Exercise goal: Work through the entries below and report how many lines include "service". The number alone is the answer.

The records:
Content starts
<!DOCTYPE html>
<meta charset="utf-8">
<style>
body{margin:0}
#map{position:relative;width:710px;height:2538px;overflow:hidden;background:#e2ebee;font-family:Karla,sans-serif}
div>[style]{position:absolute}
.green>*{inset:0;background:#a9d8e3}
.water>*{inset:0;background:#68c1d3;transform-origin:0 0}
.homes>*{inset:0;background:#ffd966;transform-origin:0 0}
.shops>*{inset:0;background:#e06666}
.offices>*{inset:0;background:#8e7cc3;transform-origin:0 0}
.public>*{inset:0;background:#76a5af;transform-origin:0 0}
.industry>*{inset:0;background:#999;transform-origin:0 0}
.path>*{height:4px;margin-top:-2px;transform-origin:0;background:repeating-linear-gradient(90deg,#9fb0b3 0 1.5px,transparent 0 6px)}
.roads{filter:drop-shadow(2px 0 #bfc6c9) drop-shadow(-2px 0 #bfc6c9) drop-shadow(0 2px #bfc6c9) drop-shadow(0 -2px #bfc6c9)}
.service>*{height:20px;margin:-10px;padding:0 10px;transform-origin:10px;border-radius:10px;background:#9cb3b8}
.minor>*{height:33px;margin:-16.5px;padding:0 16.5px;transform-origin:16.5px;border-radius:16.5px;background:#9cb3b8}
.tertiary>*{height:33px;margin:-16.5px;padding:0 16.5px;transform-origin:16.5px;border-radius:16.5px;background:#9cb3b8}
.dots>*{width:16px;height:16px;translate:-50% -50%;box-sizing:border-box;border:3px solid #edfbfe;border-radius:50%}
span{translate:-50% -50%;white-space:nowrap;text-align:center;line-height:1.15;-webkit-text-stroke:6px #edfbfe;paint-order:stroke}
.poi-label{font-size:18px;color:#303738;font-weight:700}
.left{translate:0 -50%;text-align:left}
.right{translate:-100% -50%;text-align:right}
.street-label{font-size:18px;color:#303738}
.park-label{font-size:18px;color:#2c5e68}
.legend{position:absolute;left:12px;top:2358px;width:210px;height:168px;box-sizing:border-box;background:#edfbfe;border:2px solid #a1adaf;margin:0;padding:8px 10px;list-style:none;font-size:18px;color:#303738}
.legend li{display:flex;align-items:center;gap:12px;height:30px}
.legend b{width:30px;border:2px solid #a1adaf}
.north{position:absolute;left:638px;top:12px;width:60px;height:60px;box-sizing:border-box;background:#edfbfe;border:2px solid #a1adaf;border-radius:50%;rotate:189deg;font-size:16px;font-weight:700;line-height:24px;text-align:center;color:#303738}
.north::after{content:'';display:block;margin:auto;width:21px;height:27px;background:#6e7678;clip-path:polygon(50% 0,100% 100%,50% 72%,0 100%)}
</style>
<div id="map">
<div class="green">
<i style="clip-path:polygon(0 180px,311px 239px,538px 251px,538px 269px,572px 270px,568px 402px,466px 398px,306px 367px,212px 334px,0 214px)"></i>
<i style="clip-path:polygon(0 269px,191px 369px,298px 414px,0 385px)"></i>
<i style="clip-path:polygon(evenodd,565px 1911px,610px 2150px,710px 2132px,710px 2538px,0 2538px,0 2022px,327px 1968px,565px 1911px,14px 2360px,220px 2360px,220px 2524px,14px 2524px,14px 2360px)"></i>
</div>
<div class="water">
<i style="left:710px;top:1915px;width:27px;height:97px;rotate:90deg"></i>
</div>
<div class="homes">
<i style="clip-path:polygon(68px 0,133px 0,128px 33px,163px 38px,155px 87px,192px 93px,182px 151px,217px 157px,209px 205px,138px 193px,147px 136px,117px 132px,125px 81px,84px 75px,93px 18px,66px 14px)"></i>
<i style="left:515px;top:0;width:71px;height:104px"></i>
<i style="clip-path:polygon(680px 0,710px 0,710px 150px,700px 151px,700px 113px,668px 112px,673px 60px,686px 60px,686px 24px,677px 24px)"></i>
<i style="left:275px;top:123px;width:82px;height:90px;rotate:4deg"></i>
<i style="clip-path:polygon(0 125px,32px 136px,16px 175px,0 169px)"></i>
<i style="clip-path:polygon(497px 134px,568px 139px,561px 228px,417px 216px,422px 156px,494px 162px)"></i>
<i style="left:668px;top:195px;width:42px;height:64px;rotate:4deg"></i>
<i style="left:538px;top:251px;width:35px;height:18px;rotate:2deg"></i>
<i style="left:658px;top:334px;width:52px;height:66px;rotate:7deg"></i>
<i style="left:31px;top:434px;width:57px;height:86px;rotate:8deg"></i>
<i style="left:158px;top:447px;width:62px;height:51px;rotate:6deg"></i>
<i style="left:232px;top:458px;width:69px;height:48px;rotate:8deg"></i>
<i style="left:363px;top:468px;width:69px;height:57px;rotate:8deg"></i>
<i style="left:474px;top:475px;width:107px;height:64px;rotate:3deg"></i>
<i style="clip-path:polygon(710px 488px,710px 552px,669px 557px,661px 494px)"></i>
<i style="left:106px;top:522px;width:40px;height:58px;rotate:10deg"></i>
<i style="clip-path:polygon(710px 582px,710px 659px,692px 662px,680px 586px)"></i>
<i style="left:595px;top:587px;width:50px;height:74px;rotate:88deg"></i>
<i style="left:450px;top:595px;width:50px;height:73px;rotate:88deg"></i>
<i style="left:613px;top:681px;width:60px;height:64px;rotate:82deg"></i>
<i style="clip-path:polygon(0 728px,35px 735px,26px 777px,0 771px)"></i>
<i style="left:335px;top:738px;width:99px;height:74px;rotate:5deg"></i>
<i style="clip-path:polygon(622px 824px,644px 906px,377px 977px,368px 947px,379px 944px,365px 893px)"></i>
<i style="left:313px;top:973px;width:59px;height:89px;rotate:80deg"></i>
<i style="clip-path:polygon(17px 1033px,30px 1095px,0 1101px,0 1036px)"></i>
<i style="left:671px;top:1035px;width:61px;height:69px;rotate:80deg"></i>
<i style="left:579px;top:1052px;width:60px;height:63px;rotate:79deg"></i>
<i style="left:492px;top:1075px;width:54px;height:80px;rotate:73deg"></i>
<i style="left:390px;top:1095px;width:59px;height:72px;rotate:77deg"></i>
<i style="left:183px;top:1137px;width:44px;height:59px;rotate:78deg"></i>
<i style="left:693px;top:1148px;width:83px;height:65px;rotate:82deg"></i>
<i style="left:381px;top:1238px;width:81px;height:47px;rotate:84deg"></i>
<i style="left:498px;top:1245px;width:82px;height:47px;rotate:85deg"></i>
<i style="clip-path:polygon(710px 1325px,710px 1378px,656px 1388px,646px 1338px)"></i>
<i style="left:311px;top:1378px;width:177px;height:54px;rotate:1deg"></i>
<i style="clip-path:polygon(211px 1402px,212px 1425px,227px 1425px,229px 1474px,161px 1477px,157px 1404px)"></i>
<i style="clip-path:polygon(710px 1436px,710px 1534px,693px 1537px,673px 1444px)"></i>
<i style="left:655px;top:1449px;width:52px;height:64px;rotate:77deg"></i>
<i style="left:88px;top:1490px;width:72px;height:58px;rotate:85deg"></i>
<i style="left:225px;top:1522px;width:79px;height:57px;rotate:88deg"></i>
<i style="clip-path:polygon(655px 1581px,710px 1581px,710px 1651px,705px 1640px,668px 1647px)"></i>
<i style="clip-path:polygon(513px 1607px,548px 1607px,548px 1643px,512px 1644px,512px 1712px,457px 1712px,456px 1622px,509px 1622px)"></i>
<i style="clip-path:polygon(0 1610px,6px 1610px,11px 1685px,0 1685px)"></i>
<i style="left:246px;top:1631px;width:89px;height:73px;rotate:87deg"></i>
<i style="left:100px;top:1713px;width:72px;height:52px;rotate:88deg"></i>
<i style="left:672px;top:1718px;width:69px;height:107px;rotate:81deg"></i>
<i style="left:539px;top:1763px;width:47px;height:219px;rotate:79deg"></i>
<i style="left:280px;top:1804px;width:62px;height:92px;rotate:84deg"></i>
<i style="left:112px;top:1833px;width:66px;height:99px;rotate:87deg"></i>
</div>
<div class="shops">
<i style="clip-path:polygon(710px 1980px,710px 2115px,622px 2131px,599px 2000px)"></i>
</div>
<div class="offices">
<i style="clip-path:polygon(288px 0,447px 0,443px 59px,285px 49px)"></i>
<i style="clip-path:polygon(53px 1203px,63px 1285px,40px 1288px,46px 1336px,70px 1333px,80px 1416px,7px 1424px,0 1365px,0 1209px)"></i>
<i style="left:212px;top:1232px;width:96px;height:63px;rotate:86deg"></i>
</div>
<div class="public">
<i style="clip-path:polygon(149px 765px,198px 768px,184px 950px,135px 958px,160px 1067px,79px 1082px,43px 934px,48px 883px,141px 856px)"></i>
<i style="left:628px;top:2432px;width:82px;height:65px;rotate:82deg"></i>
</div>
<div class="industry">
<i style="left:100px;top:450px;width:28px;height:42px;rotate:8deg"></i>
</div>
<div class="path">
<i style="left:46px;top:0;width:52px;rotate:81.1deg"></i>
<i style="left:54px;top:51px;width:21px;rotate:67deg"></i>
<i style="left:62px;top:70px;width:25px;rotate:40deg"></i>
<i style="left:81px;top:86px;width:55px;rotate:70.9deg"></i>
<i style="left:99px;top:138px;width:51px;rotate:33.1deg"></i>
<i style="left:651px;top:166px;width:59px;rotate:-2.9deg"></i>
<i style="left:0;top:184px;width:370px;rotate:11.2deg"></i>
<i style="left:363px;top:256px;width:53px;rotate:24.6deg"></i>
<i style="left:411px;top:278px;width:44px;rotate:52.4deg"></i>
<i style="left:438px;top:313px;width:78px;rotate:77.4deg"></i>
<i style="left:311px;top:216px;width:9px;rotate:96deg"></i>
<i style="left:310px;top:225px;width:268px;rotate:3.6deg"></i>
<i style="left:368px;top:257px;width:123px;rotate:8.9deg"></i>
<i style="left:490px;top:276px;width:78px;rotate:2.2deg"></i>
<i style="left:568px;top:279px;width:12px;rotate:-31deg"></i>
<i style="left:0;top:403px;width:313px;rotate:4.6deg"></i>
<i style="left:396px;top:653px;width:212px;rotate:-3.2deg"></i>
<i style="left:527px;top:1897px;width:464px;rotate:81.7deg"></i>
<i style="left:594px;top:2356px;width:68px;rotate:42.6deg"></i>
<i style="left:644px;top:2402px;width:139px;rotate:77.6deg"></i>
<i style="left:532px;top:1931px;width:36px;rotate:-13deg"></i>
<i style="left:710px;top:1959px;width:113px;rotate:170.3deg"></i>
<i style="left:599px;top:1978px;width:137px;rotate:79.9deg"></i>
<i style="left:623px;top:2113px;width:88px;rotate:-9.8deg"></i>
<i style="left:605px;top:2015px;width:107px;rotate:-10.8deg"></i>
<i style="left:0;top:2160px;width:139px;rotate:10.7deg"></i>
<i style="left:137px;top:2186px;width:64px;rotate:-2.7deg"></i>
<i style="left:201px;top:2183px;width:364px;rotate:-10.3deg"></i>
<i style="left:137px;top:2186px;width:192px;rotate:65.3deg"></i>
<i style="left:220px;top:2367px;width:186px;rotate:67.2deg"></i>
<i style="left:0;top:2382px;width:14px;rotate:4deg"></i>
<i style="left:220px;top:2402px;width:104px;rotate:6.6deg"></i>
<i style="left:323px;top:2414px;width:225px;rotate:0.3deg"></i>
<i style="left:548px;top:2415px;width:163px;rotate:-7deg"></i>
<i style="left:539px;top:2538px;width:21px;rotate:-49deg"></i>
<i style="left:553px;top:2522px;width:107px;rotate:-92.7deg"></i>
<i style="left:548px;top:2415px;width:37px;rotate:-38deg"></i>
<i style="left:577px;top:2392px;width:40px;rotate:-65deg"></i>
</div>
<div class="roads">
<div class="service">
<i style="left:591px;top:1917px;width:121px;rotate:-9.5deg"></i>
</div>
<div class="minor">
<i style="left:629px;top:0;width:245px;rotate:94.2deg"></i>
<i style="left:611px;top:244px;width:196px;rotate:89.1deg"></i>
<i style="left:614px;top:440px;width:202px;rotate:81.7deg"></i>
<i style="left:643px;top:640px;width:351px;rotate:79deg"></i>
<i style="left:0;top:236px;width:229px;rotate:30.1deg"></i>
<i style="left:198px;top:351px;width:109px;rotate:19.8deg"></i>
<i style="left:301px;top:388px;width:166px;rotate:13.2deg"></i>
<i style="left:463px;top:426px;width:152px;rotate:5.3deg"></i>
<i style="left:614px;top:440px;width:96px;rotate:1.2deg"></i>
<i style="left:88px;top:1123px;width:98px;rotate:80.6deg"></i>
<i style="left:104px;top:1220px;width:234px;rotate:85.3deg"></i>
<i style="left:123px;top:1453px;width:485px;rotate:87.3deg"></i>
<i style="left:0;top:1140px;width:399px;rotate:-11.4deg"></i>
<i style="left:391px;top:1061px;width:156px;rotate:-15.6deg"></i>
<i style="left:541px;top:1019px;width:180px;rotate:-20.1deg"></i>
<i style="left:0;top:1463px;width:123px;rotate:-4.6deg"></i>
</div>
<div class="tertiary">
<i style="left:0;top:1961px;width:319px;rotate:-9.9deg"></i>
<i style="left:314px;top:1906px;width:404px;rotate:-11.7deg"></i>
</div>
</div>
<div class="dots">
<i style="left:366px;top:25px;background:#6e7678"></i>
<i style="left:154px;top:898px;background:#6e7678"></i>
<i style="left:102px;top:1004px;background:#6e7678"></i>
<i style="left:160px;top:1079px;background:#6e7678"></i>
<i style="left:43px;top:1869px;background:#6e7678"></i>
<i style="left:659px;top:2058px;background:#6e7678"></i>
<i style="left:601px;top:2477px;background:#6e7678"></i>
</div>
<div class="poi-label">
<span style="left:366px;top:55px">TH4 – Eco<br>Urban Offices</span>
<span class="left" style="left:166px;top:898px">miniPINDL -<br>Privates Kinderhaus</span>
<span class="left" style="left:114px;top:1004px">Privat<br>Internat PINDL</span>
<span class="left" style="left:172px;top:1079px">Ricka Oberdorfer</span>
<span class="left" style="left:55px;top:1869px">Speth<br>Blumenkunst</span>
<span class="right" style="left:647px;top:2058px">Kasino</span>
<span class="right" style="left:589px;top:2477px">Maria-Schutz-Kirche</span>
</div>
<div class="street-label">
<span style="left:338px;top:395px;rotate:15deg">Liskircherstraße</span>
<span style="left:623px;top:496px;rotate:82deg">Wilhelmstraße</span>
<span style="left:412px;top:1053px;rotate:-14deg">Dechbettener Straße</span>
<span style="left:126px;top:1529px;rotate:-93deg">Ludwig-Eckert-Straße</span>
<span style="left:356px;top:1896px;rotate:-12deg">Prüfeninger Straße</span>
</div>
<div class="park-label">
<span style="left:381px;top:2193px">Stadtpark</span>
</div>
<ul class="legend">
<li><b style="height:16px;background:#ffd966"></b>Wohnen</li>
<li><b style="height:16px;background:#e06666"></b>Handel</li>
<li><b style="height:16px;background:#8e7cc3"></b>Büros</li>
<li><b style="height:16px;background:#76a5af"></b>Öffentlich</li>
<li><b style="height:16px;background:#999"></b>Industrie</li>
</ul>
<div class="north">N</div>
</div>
Content ends
Problem solution: 2